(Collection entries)
——
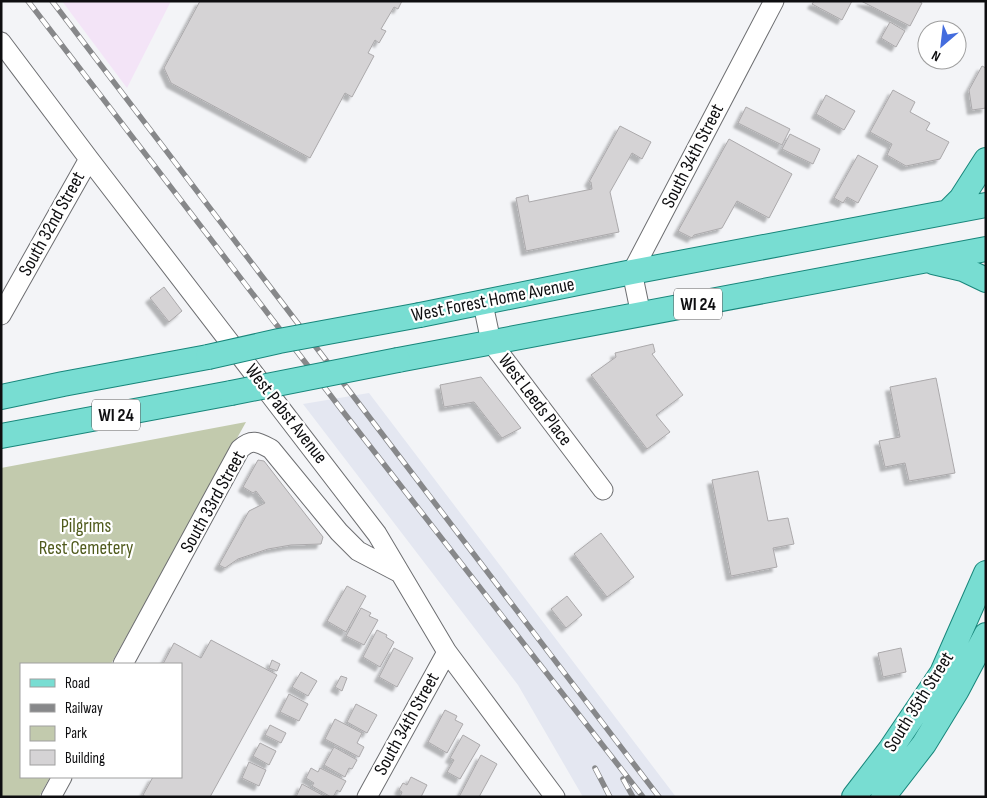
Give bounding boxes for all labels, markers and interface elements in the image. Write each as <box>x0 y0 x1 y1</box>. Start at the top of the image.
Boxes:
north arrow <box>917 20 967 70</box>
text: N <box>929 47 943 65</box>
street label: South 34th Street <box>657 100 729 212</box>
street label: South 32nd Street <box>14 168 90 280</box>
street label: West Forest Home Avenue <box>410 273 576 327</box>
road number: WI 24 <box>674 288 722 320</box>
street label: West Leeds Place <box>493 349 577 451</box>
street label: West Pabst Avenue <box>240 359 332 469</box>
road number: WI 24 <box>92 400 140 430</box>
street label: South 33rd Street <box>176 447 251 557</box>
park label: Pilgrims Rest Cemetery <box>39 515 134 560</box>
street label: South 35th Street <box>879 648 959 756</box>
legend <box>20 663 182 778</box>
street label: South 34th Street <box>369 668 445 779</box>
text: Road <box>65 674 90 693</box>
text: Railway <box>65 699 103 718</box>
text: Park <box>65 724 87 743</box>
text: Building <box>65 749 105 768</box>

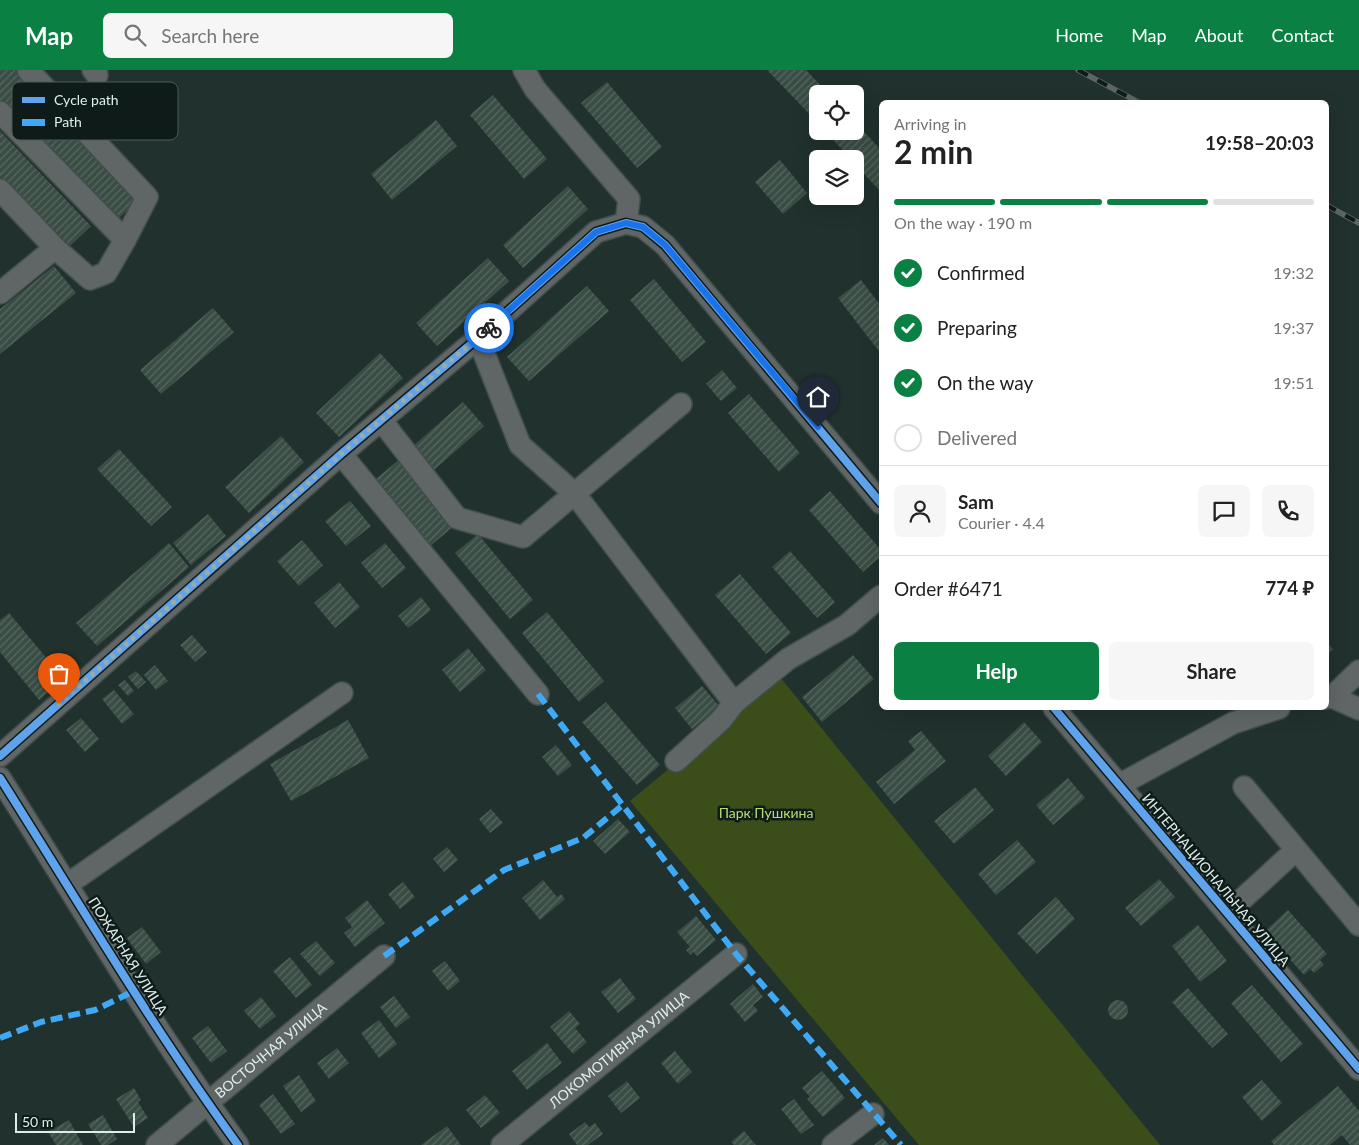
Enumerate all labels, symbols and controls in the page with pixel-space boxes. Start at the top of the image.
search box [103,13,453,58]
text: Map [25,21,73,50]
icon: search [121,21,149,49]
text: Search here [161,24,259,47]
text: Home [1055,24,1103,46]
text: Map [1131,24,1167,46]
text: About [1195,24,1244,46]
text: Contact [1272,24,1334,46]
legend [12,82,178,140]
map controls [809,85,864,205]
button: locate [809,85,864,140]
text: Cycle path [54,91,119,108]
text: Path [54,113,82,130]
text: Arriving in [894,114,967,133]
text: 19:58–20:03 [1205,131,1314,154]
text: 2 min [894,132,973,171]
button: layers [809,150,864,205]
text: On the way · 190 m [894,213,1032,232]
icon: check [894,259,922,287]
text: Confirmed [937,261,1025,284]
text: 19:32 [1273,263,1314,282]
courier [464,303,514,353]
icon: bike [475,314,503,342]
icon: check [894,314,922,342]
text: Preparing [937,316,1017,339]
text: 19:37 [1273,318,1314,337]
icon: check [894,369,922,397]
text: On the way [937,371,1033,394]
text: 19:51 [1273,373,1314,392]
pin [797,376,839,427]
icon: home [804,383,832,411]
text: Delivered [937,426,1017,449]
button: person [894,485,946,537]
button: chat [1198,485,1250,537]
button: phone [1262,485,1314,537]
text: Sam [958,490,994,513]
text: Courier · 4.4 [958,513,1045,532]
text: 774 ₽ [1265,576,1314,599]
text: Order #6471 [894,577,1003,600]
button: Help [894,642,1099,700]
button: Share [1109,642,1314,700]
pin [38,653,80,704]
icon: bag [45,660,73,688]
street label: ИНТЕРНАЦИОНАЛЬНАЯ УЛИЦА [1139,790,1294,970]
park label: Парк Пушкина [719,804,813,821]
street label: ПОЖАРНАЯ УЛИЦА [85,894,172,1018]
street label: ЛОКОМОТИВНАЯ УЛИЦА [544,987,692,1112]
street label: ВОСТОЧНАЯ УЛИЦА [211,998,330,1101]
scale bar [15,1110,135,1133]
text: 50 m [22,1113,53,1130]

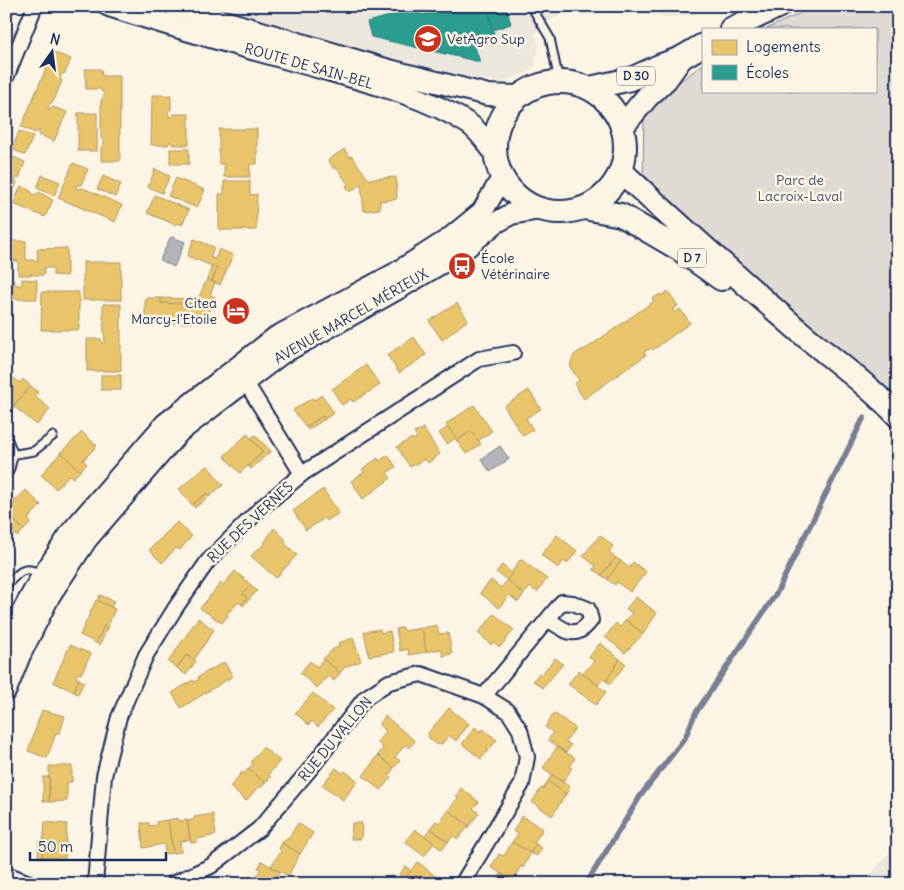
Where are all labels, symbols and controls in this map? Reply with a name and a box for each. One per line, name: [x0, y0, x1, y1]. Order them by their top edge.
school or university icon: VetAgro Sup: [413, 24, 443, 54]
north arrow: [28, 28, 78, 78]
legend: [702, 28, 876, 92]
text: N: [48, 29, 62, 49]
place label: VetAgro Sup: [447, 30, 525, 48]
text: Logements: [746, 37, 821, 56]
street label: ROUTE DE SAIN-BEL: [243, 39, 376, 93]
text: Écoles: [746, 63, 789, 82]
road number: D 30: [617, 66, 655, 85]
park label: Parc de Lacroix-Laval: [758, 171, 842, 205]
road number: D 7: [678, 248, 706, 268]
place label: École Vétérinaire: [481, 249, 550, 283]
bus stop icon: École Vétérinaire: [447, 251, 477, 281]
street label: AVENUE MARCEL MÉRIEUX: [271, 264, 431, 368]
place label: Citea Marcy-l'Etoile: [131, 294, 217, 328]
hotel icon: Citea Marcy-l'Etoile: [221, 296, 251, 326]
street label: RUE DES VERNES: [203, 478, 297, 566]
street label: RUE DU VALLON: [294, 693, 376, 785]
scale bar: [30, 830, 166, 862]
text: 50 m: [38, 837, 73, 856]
——
Your instructions: Lines from the one containing "Where are all" through the last line of the data above are the only output wanted; restate them exactly.

Answer space:
Where are all labels, symbols and controls in this map? Reply with a name and a box for each. One per line, name: [x0, y0, x1, y1]. Order them by their top edge.
school or university icon: VetAgro Sup: [413, 24, 443, 54]
north arrow: [28, 28, 78, 78]
legend: [702, 28, 876, 92]
text: N: [48, 29, 62, 49]
place label: VetAgro Sup: [447, 30, 525, 48]
text: Logements: [746, 37, 821, 56]
street label: ROUTE DE SAIN-BEL: [243, 39, 376, 93]
text: Écoles: [746, 63, 789, 82]
road number: D 30: [617, 66, 655, 85]
park label: Parc de Lacroix-Laval: [758, 171, 842, 205]
road number: D 7: [678, 248, 706, 268]
place label: École Vétérinaire: [481, 249, 550, 283]
bus stop icon: École Vétérinaire: [447, 251, 477, 281]
street label: AVENUE MARCEL MÉRIEUX: [271, 264, 431, 368]
place label: Citea Marcy-l'Etoile: [131, 294, 217, 328]
hotel icon: Citea Marcy-l'Etoile: [221, 296, 251, 326]
street label: RUE DES VERNES: [203, 478, 297, 566]
street label: RUE DU VALLON: [294, 693, 376, 785]
scale bar: [30, 830, 166, 862]
text: 50 m: [38, 837, 73, 856]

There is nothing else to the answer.